Number_iの「BON」、歌詞もボーカルもダンスも全てが鋭い感

Number_iの「BON」が良かったので、その感想を書いていきたい。

その上で、もし楽曲をまだ聴いてない人がいては、いけないので、まずは楽曲のリンクを貼ってみるので、ぜひ一度作品を聴いてみてほしい。

これまでの楽曲もそうだったけど、Number_iはリズムの乗りこなし方がピカイチだ。

いわゆるポップスって、リズムの構造はわりとシンプルにして、歌を聴かせるような構造で楽曲を紡ぐ。

でも、Number_iの楽曲って音楽のリズムの魅力を存分に味合わせてくれるように楽曲を展開していく。

上半身でのるリズムというよりも、下半身でのりたくなるようなリズムアプローチというか。

Number_iの音楽的にある種のワールドワイドなエッセンスを覚えるのは、こういうリズムアプローチのスキのなさにあるように思うし、Number_iのメンバーだからこそ到達できた切れ味鋭いアプローチなのだと思う。

そういう意味でも、Number_iの音楽って、確かに”世界”に目配せをした音楽だといえると思う。

その一方で、Number_iの音楽ってそこには留まらない面白さがある。

というのも、世界に照準を当てた音楽って、世にあるたくさんの音楽に目配せしたら、いくつも見つけることができるように感じるけれど、そういう音楽って比べてもなお、Number_iの音楽って、独自性が光っているように思う。

安易にカテゴライズできない強度がある、という言い方が正しいのかもしれないけれど、Number_iが生み出す音楽には、いつもそういう「彼ららしい魅力」が弾けている。

「BON」を聴いても、そういう要素をびしびしと感じる。

その根源って具体的にどういうものなのだろうか?

自分なりの言葉で噛み砕くのであれば、Number_iの音楽って世界が視点にありながらも、その出発点に良い意味で「日本」の視点を感じる気がするのだ。

「BON」で言えば、

・日本語も英語も言語の種類に関係なく、のりこなしたいリズムをどんどんのりこなしていく爽快感がある

・「盆踊り」「盆栽」をはじめ、日本の楽曲的な視点を歌の中に放り込んでいる

・パートごとに変幻自在に変化していくリズムや、アレンジの音色の中に、ふいに和のテイストを忍ばせている

・「FUJI」なんかでもそういう要素を感じていたけれど、「BON」でもそういう雰囲気がどことなく楽曲の中で漂っている。

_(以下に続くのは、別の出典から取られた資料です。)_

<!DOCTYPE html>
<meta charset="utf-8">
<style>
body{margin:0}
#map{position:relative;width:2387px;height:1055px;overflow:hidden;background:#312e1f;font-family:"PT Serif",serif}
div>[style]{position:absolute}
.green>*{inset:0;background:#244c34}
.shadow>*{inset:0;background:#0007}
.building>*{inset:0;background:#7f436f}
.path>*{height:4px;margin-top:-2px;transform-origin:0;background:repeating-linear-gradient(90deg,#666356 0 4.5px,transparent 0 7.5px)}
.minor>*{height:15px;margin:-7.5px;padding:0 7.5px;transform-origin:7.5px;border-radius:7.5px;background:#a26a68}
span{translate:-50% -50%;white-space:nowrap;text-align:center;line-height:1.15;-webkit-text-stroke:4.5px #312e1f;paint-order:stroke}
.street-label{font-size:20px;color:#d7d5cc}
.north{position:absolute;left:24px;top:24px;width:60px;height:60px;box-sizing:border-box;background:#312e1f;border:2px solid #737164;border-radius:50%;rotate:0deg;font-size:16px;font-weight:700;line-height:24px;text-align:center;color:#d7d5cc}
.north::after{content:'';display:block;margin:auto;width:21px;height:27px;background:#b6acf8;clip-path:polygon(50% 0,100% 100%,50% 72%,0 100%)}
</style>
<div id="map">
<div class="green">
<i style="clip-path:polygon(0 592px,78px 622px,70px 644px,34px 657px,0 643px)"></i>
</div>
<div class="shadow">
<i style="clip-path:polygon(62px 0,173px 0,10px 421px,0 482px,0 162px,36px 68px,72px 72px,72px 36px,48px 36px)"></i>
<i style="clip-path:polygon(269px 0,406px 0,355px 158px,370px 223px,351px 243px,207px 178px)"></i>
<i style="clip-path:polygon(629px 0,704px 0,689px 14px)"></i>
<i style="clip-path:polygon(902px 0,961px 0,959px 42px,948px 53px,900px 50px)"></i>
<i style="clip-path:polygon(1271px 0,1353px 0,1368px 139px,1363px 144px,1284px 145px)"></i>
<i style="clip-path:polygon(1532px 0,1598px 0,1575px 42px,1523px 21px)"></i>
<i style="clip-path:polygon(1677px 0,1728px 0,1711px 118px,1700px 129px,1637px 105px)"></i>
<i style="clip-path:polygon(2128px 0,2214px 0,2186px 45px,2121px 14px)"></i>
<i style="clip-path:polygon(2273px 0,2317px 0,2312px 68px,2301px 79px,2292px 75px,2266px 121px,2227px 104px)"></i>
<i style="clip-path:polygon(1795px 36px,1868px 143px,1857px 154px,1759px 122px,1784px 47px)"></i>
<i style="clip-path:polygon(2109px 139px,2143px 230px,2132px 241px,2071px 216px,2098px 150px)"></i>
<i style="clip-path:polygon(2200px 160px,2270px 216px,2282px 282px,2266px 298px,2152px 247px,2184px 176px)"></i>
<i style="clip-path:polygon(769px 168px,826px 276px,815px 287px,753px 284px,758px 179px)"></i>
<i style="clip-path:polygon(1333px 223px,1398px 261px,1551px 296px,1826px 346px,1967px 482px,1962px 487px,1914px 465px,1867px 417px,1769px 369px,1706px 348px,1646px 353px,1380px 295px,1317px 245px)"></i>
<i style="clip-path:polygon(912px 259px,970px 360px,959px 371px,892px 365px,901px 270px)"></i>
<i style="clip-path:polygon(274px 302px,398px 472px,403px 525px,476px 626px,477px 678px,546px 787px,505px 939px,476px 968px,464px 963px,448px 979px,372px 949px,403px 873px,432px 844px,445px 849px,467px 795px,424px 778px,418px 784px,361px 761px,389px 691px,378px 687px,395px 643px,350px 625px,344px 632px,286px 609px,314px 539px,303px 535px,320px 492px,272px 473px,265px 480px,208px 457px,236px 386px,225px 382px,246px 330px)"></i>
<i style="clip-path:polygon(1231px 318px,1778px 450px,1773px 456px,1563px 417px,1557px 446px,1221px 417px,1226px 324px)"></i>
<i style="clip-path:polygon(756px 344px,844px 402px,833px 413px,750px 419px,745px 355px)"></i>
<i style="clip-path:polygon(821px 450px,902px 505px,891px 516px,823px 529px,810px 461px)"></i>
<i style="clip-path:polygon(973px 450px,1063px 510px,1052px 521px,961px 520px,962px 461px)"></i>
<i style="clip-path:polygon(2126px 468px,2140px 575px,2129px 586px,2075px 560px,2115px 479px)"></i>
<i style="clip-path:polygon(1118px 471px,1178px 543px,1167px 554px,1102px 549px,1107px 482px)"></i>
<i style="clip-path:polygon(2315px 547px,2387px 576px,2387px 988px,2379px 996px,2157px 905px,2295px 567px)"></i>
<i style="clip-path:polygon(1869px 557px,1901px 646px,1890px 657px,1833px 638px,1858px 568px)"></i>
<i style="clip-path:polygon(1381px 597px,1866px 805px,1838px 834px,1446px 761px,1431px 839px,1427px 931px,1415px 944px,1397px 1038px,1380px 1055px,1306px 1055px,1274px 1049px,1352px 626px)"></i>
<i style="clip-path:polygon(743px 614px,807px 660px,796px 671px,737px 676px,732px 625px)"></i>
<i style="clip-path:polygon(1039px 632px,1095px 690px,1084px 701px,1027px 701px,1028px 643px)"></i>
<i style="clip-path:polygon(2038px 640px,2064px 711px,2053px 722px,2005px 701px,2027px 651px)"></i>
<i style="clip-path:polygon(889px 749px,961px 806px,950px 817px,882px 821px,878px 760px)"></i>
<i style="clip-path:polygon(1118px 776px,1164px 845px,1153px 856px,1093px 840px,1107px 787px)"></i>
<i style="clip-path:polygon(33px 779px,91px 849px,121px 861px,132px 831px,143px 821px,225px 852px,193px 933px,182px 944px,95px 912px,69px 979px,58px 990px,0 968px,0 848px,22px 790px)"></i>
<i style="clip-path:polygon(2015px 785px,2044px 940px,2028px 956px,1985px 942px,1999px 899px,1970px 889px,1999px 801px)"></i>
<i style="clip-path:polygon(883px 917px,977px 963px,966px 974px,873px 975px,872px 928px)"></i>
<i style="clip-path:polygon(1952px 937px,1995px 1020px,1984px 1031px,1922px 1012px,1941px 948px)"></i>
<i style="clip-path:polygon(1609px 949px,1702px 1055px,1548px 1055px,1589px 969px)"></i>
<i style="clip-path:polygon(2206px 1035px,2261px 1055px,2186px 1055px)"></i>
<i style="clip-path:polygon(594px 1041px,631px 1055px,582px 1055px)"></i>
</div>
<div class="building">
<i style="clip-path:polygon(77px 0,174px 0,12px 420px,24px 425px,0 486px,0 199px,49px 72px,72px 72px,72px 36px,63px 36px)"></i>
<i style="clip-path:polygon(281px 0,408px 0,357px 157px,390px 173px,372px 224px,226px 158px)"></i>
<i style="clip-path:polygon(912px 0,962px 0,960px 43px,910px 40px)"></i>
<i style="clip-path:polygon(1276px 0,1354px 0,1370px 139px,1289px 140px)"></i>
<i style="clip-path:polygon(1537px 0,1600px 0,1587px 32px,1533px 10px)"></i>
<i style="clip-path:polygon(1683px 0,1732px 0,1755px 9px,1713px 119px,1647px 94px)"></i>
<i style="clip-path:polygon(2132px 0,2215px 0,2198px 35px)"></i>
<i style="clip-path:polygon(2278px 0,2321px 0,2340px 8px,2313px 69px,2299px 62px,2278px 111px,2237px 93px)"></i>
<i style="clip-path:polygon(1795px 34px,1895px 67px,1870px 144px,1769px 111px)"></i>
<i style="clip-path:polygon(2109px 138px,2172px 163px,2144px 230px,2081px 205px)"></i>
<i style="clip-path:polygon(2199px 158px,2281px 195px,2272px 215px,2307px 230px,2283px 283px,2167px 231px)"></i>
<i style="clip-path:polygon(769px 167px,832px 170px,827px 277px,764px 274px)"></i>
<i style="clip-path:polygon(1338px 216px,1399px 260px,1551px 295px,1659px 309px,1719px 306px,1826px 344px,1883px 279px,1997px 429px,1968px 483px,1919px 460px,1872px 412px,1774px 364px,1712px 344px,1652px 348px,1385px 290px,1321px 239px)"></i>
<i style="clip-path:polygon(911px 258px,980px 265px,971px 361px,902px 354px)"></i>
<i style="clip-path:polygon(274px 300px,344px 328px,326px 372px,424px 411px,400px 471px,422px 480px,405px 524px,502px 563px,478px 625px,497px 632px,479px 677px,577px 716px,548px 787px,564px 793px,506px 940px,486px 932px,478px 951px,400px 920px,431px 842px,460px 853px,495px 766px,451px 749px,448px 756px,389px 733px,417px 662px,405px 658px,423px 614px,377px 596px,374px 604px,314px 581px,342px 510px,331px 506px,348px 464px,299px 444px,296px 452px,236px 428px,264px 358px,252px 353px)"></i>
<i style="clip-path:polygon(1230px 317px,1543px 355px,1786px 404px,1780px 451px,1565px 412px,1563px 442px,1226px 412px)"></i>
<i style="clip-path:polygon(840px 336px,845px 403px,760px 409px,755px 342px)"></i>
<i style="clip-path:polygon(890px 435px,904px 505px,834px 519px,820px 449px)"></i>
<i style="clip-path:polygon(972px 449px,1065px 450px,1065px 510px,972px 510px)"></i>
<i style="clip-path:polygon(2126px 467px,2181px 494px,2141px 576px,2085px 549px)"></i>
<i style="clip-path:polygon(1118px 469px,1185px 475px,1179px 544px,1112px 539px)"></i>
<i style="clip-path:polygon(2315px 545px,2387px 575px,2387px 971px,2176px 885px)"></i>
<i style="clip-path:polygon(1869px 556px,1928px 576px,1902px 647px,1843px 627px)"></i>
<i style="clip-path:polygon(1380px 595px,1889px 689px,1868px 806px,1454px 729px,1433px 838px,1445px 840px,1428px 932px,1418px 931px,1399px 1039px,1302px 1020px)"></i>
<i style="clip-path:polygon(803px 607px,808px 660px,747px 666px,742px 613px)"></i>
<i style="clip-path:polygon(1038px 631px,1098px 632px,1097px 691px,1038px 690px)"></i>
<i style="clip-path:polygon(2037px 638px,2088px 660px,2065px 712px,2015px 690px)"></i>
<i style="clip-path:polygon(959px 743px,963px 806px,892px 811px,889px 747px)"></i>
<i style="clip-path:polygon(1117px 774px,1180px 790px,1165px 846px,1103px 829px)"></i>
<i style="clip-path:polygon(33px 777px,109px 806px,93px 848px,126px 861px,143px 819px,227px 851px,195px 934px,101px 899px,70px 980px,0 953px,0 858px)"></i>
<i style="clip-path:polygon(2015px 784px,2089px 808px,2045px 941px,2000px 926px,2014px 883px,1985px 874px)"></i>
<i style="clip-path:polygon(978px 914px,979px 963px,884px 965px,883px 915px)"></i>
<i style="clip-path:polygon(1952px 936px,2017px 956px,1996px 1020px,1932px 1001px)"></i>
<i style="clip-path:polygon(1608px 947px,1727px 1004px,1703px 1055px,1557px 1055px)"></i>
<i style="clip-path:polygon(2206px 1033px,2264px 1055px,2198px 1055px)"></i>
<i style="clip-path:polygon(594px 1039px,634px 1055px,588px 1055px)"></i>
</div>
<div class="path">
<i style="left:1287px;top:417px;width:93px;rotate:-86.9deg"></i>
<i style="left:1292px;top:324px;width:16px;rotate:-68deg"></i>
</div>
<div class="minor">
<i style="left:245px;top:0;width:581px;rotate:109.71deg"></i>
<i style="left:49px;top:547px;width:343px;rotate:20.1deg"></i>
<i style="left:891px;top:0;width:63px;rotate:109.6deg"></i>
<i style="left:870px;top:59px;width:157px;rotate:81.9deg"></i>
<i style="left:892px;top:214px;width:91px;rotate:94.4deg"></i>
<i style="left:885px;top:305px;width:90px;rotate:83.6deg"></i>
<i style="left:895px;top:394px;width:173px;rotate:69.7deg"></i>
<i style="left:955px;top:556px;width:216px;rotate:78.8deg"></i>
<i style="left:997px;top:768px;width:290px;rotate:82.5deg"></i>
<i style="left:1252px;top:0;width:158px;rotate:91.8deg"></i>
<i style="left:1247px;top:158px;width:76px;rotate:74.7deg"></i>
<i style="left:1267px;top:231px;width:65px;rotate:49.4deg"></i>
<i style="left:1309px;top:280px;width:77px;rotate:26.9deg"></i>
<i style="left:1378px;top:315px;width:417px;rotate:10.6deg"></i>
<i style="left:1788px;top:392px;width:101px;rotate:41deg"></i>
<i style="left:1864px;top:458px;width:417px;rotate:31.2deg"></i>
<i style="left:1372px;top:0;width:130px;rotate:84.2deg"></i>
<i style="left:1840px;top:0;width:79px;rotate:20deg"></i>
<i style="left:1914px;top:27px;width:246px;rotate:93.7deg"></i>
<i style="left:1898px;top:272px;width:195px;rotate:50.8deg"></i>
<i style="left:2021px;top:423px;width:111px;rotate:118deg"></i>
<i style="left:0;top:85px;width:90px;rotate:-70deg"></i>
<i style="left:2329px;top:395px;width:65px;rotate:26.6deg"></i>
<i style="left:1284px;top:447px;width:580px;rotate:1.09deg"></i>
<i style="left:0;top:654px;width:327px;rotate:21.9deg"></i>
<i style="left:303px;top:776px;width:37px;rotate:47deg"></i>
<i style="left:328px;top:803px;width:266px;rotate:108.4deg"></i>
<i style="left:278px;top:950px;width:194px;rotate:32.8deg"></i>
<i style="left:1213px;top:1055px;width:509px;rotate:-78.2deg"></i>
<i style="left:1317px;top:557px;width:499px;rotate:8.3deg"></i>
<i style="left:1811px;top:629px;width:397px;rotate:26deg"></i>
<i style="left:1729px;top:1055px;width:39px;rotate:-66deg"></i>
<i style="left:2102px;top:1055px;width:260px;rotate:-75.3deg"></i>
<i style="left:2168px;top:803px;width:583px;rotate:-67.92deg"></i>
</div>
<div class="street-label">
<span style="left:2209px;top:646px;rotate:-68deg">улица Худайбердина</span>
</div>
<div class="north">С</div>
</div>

日本の音楽だからこそのエッセンスとワールドワイドな音楽のエッセンスを掛け合わせるって、言葉にすると簡単になるけど、表現する側の視点でみると、難しいと思うし、聴く人がこれまでどういう音楽を聴いてきたのかによって、捉え方が変わるものだとは思う。

でも、いわゆるJ-POPを聴いてきた大人になり、そのあとから海外の音楽も聴くようになった自分にとって、Number_iが生み出すこのバランス感覚って絶妙に感じるし、どの軸足で聴いてみても高いレベルで成立させているので、「すげえ・・・」という感想に行き着くのだ。

「BON」においては、冒頭で高速なフロウで、スタイリッシュかつスリリングな空気を作り出す。すると、テンポに揺らぎを生み出したタイミングで、クールかつ情熱的なボーカルのパートを差し込み、ふいに妖艶な空気も作り出すのも見事。

かと思えば、bonというフレーズの連続で、楽曲をリズミカルに魅せる展開も用意する。このフェーズまで入ると、音楽的なリズムの面白さでがっと心をつかんでいく。

まるでルービックキューブのように、音楽ってこういう面白さもあるんだぜ!を多面的かつ色んな色合いで魅せていく。

そうこうしていると、音楽的な中毒性に誘われることになる。スキがない表現力だからこそ、感じることができる興奮である。

まとめに代えて

ということで、今回は「BON」を起点にしながら、これまで感じてきたNumber_iの魅力を総括するような言葉を書き記してみた。

今年は夏フェスへの出演も決まっており、より色んな「層」に生の音楽を届けるのだろうなと思う。

そこからどんなスパイラルを生み出すのか、今から楽しみだなーと勝手ながらに思う、そんな夜。